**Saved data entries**
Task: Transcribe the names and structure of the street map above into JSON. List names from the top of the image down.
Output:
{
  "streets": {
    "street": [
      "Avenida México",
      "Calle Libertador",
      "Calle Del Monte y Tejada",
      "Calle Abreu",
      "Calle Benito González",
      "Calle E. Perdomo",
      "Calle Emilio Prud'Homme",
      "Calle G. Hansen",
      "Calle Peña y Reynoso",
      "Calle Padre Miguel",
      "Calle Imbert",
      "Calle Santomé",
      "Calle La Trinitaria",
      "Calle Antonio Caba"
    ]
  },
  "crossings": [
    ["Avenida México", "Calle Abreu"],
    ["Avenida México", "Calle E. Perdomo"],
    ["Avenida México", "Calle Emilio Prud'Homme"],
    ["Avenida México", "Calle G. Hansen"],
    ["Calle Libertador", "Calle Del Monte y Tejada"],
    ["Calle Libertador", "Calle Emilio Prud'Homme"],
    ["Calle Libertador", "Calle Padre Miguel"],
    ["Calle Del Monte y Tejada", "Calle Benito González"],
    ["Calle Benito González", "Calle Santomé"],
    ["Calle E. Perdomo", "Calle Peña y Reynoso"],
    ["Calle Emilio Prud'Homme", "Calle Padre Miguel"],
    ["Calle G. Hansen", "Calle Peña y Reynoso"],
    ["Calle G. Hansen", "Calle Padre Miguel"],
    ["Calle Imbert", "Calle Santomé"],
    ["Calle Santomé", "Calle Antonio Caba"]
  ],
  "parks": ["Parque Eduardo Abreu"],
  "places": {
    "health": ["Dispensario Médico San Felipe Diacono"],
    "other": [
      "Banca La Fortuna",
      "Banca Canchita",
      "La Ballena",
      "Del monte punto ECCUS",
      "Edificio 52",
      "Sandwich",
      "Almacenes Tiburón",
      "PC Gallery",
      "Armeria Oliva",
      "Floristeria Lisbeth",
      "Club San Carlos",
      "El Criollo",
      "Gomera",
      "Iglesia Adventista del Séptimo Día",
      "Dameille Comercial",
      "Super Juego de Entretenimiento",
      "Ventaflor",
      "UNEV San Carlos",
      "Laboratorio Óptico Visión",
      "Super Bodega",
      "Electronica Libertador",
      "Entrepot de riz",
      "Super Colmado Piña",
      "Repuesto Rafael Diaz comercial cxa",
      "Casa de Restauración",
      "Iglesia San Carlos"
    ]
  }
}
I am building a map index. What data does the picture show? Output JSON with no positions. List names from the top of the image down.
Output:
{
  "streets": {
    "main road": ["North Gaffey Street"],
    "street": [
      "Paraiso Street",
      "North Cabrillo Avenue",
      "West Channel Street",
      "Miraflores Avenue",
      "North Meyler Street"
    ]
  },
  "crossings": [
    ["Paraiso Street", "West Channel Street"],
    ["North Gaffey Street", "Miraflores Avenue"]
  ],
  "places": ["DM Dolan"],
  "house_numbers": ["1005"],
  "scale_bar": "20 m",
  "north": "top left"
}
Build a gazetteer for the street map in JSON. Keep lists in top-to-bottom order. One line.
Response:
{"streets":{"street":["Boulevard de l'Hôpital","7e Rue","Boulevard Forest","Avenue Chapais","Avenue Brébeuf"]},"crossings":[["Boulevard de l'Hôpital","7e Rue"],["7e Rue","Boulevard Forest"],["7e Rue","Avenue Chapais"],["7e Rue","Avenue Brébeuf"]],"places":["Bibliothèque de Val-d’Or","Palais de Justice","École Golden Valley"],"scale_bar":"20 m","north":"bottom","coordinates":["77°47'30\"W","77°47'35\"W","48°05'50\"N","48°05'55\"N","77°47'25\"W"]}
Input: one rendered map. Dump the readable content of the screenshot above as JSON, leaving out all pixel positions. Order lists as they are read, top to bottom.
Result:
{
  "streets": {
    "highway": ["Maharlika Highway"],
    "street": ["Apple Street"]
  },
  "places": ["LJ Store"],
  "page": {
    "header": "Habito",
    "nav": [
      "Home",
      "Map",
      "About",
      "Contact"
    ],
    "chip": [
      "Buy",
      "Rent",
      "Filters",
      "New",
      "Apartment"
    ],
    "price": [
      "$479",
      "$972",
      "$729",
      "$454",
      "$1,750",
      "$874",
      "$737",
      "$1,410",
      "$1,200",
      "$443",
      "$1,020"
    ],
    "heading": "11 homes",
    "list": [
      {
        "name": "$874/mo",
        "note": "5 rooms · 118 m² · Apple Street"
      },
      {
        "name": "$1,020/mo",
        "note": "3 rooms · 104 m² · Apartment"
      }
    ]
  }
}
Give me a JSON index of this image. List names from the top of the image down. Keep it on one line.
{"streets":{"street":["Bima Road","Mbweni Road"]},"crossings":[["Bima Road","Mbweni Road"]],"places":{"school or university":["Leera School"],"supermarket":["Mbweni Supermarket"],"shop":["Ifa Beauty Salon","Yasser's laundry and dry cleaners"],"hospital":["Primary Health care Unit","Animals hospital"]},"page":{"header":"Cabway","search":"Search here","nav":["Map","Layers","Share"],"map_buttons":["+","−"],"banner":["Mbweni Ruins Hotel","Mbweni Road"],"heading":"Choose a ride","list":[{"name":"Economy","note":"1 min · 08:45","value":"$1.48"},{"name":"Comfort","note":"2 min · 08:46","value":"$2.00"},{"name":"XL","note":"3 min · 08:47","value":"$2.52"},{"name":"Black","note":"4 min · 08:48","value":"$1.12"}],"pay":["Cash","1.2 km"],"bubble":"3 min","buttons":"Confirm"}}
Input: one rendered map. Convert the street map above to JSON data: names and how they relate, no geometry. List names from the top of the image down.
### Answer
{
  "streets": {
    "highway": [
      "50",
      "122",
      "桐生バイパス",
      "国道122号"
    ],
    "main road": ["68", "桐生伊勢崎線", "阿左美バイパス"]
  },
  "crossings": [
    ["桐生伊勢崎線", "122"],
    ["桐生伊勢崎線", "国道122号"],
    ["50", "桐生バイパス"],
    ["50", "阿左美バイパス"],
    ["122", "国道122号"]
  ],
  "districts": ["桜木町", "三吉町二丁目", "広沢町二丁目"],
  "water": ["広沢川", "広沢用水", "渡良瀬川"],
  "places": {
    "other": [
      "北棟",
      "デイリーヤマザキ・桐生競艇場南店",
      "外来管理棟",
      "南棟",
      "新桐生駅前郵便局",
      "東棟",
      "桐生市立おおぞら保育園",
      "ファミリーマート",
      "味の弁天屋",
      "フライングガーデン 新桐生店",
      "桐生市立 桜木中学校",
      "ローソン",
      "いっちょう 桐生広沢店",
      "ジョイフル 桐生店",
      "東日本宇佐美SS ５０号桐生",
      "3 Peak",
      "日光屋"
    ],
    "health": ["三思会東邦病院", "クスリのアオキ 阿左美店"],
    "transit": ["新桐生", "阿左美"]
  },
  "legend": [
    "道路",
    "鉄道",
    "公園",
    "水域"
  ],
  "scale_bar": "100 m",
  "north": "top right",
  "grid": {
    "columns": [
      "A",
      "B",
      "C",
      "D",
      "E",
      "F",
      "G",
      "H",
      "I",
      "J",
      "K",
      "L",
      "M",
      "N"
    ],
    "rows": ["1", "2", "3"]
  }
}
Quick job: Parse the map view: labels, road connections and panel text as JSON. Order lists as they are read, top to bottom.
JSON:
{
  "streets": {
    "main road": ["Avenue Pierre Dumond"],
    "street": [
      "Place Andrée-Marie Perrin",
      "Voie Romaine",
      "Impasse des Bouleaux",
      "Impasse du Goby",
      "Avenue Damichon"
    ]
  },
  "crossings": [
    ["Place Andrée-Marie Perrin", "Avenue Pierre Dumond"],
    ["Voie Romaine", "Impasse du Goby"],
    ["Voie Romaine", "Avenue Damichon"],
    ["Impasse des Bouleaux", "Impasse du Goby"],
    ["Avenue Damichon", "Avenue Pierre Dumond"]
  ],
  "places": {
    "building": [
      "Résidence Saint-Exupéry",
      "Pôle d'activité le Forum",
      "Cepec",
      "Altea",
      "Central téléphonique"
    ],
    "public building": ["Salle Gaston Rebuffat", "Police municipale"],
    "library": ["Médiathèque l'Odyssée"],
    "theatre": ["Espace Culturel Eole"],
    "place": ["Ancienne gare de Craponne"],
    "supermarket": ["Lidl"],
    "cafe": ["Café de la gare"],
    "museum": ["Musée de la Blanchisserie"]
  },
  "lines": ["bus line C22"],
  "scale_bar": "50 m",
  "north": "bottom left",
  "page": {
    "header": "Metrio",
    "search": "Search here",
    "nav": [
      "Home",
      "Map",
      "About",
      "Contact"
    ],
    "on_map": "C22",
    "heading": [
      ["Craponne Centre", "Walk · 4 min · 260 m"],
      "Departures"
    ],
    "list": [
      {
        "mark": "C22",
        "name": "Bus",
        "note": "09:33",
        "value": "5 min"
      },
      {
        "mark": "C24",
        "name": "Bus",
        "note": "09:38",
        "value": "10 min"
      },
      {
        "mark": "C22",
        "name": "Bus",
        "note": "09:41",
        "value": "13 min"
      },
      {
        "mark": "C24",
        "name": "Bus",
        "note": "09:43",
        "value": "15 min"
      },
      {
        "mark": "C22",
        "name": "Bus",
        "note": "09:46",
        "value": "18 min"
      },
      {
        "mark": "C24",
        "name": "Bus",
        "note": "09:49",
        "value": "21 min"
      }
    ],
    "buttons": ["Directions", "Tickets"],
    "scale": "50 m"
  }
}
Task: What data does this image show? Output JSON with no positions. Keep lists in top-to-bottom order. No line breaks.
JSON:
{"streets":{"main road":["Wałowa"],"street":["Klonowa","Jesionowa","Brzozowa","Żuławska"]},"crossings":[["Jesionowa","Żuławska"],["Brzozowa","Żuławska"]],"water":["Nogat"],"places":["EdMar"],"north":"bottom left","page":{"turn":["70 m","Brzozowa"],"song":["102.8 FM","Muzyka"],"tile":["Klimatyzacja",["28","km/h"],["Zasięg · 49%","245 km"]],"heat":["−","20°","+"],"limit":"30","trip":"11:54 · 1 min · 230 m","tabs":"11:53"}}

**DIRECTIONS FOR THIS TASK**
Return every line of the records in which the word "阿左美バイパス" is found.

**PROBLEM SOLUTION**
    "main road": ["68", "桐生伊勢崎線", "阿左美バイパス"]
    ["50", "阿左美バイパス"],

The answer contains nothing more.